Among the many prisoner-generated amenities was the camp newspaper, with Bob Doherty as its co-editor. It was in this capacity that he learned in July 1944 that the Russian army was pushing steadily westward and would soon overrun Stalag Luft VI. Word spread quickly through the barracks that the camp was to be evacuated.
The Germans moved rapidly. American POWs were transported by train to the port of Memel. The four-hour train ride in crowded, filthy boxcars was only a prelude of what was to come. In Memel, the GIs were herded aboard two steamships for a tortuous crossing of the Baltic Sea. Doherty remembered the two-day ordeal as a “terrible voyage,” made worse by the inhumanity of the German guards. Years later he said: “I remember in the hold of that ship, it was unbelievable. It was July, the heat was deplorable. They put a tarpaulin over the damn hold so that you couldn’t get any air. Then they would occasionally bring the tarpaulin back and put down buckets so that you could put cigarettes [for them] in the buckets. So the buckets would go up and they would come down again with water — hopefully they’d come down with water.”
Packed into the ship well below the water line, the prisoners were ever-mindful that a torpedo striking the vessel would quickly end their lives. But even then, Sgt. Doherty said, “You always count your blessings.” It could always be worse: “And I remember as bad as I felt . . . I saw one guy was hanging . . . on the inverted hull of the ship there with two rings, which evidently were meant to fasten cargo. And he had his two arms through those rings, like a crucified Christ, and he had an abcessed tooth. And his face was up — and he was in complete agony. And you just felt — stop feeling sorry for yourself!! Look at him! And there was always another him!”

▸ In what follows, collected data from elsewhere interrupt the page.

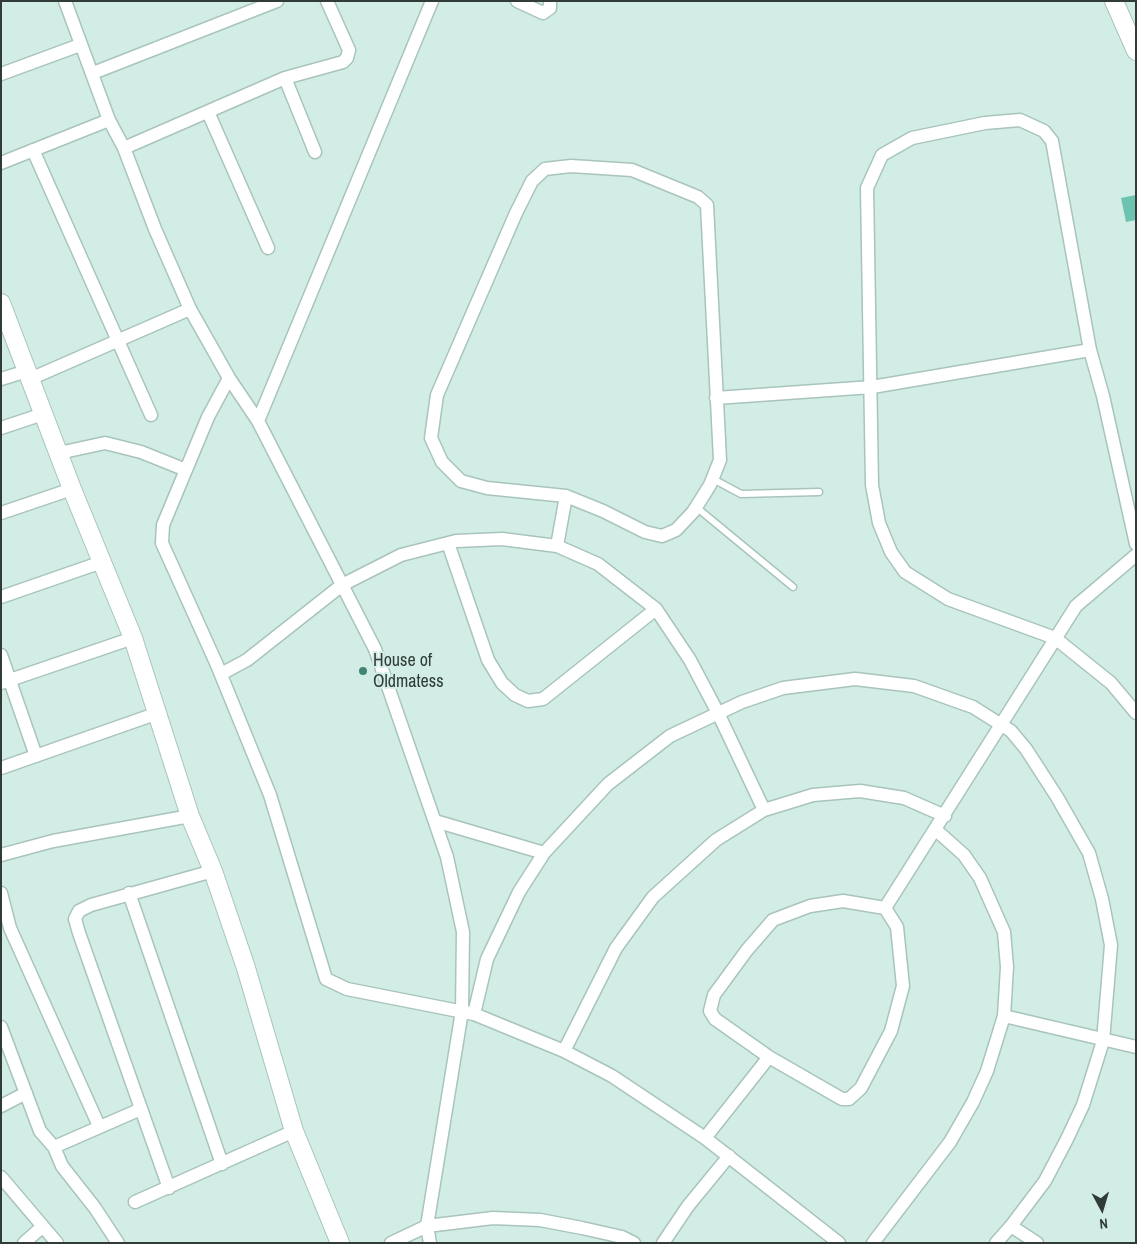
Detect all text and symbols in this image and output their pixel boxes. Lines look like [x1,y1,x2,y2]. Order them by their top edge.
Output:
place label: House of Oldmatess [373,650,444,692]
marker: House of Oldmatess [357,665,369,677]
north arrow [1077,1184,1127,1234]
text: N [1099,1215,1109,1233]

Upon arrival at the German port of Swinemunde (in present-day Poland) on July 18, 1944, the prisoners were loaded into boxcars and taken to a small farming village deep in the forest between Gross Tychow and Kiefheide, about 25 miles from the Baltic. “We knew something was up,” said Doherty, “because we were being shackled, handcuffed.”

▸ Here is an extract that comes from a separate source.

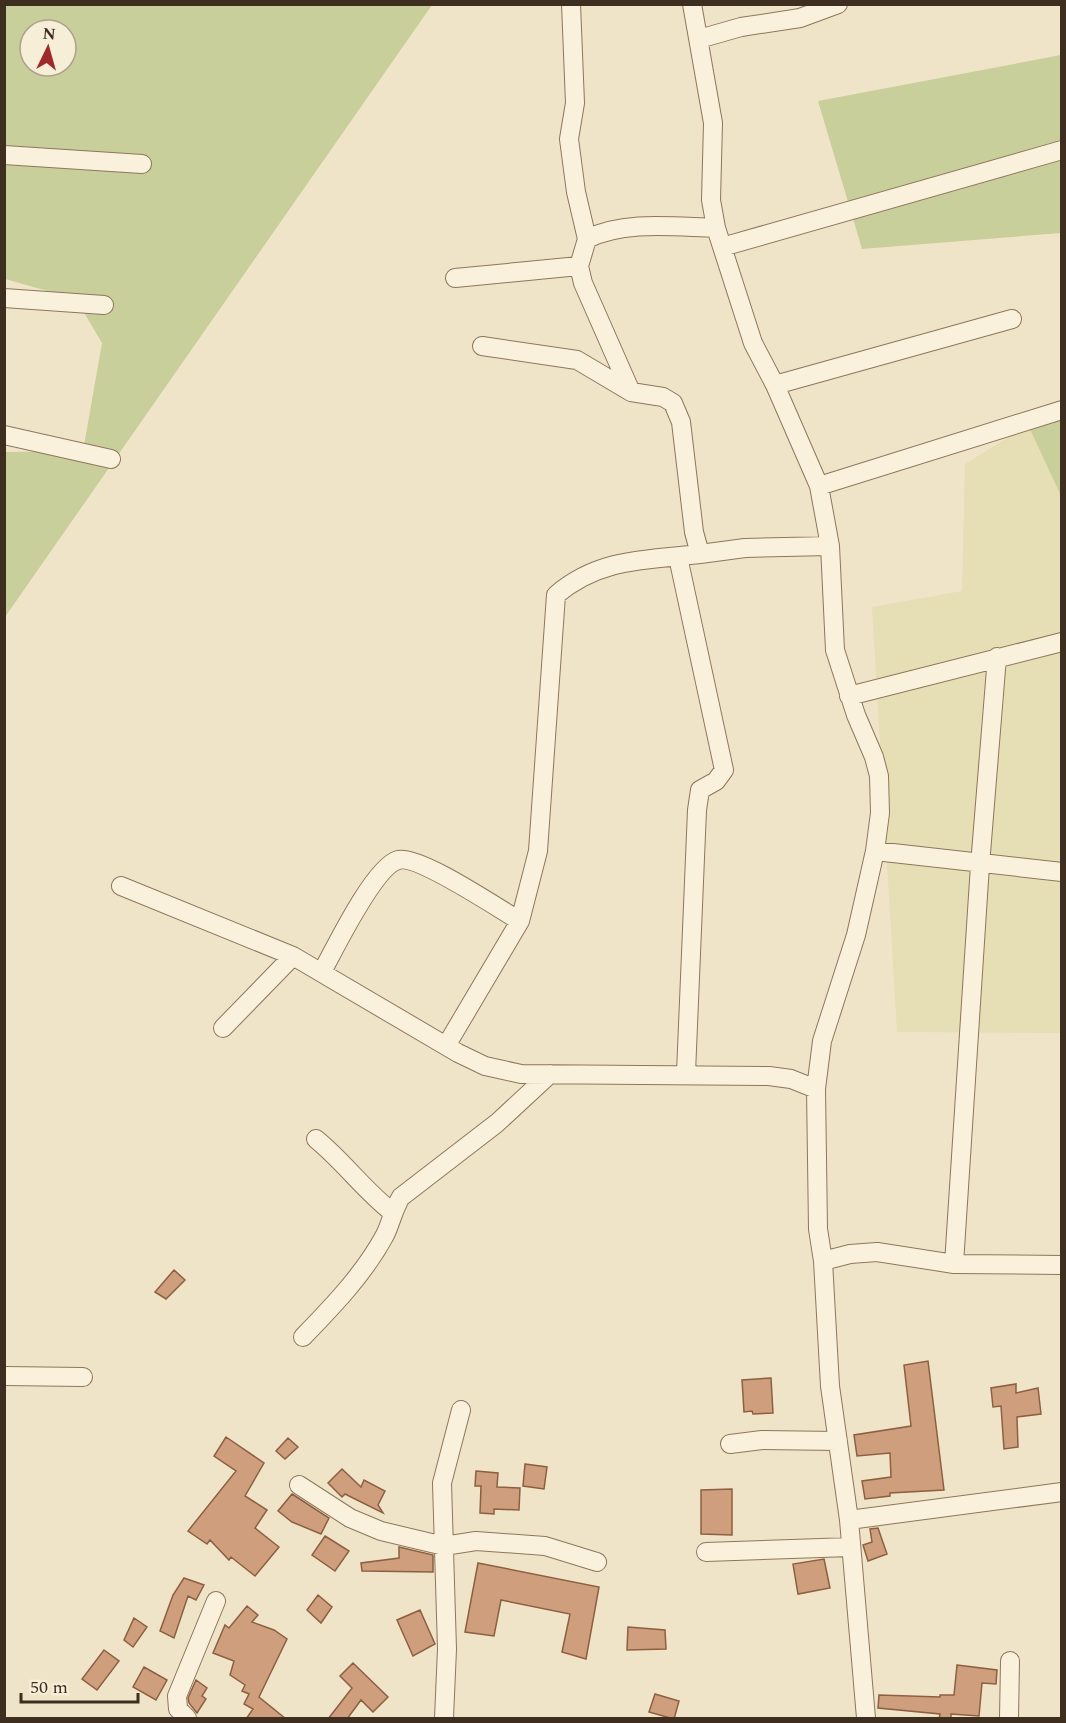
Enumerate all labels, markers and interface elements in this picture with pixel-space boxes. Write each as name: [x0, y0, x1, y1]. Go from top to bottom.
north arrow: [18, 18, 78, 78]
text: N: [42, 22, 57, 47]
scale bar: [21, 1666, 138, 1704]
text: 50 m: [30, 1674, 68, 1701]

Watching the proceedings was the German commander of the guard, Captain Walther Pickhardt. In an episode that no man would ever forget, the prisoners were about to be force marched to Stalag Luft IV. Each man was shackled, wrist and ankle, to a fellow prisoner. Meanwhile Pickhardt’s men had placed machine guns at 50-yard intervals on both sides of the road. Also present were several young Kriegsmarine cadets, each restraining a snarling Alsatian hound held on a short leash. On command, the prisoners were told to run the gauntlet between the machine guns, and as they began, the lunging dogs were turned loose.

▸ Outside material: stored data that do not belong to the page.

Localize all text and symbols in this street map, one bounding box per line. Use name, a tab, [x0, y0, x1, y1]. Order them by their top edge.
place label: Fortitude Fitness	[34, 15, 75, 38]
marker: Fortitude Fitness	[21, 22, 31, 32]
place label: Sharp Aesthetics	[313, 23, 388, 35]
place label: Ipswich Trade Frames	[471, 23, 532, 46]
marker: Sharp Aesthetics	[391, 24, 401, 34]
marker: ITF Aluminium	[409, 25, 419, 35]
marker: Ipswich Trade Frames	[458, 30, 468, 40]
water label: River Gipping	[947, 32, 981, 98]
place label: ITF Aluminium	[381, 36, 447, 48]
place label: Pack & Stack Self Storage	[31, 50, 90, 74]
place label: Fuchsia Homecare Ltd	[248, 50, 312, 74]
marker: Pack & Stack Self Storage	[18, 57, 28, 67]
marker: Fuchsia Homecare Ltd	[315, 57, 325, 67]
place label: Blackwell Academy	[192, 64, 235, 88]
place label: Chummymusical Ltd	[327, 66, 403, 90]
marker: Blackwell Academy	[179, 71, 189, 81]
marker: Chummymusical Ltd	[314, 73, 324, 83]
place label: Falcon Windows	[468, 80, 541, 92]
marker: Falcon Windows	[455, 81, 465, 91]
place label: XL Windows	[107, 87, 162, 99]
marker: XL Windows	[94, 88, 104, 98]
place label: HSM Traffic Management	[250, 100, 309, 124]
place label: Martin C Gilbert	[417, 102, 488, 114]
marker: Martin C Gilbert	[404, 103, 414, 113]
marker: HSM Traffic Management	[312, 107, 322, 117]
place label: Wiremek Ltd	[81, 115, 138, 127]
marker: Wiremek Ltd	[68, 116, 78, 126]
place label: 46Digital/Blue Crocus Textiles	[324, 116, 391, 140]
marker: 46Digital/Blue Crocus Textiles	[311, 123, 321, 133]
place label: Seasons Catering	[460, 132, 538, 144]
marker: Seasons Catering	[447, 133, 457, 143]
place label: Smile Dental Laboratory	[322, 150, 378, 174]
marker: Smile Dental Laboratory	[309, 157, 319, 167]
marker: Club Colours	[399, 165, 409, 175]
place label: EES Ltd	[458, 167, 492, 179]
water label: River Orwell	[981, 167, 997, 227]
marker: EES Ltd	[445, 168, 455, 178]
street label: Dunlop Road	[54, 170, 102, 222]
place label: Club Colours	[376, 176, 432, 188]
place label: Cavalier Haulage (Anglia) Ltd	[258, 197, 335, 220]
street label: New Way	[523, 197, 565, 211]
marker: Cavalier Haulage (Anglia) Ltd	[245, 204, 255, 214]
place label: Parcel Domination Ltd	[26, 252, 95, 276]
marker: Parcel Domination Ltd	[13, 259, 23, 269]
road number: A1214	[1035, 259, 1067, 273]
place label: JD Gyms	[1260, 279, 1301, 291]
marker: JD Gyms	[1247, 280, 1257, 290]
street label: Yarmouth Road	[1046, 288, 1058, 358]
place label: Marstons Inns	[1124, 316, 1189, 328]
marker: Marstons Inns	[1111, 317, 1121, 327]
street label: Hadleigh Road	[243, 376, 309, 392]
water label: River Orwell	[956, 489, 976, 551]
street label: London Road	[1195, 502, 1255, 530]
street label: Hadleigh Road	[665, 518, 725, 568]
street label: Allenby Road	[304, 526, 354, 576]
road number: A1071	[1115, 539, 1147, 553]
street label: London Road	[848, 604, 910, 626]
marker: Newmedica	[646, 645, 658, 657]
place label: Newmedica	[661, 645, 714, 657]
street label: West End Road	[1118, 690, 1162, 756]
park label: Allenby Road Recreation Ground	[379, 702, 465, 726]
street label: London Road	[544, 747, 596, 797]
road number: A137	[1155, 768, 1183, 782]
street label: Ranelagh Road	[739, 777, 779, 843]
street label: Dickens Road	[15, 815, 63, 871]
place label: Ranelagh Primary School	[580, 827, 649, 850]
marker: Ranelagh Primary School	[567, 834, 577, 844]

In his postwar life, Sgt. Doherty took up poetry, and in one verse he describes the awfulness of that moment:
Oh God, don’t make me bawl,
I know war’s war,
but this takes all.
Who could ever be so vile,
to prod with bayonets the while.
And threaten any sound,
with the fury of Alsatian hounds.
Many prisoners, already weak and exhausted from the journey, couldn’t keep pace with the forced march. If a man fell, it was up to the man shackled to him to coax, drag, pull or carry his partner, because if they stopped, the guards would beat them with rifle butts or prod them with bayonets. And in the din of curses and screams, there were the young cadets with the vicious dogs. Doherty immortalized them in verse:
Who could ever be so cruel,
kids who ought to be in school.
Brats who take their sport of us,
as we make our exodus,
from one plateau of Dante’s Hell,
to this new Silesian Cell.*
Years later he was still moved by what he saw from his fellow prisoners, most especially the “heroism that was unsung.” “Brother carried brother,” he said, and all suffered alike.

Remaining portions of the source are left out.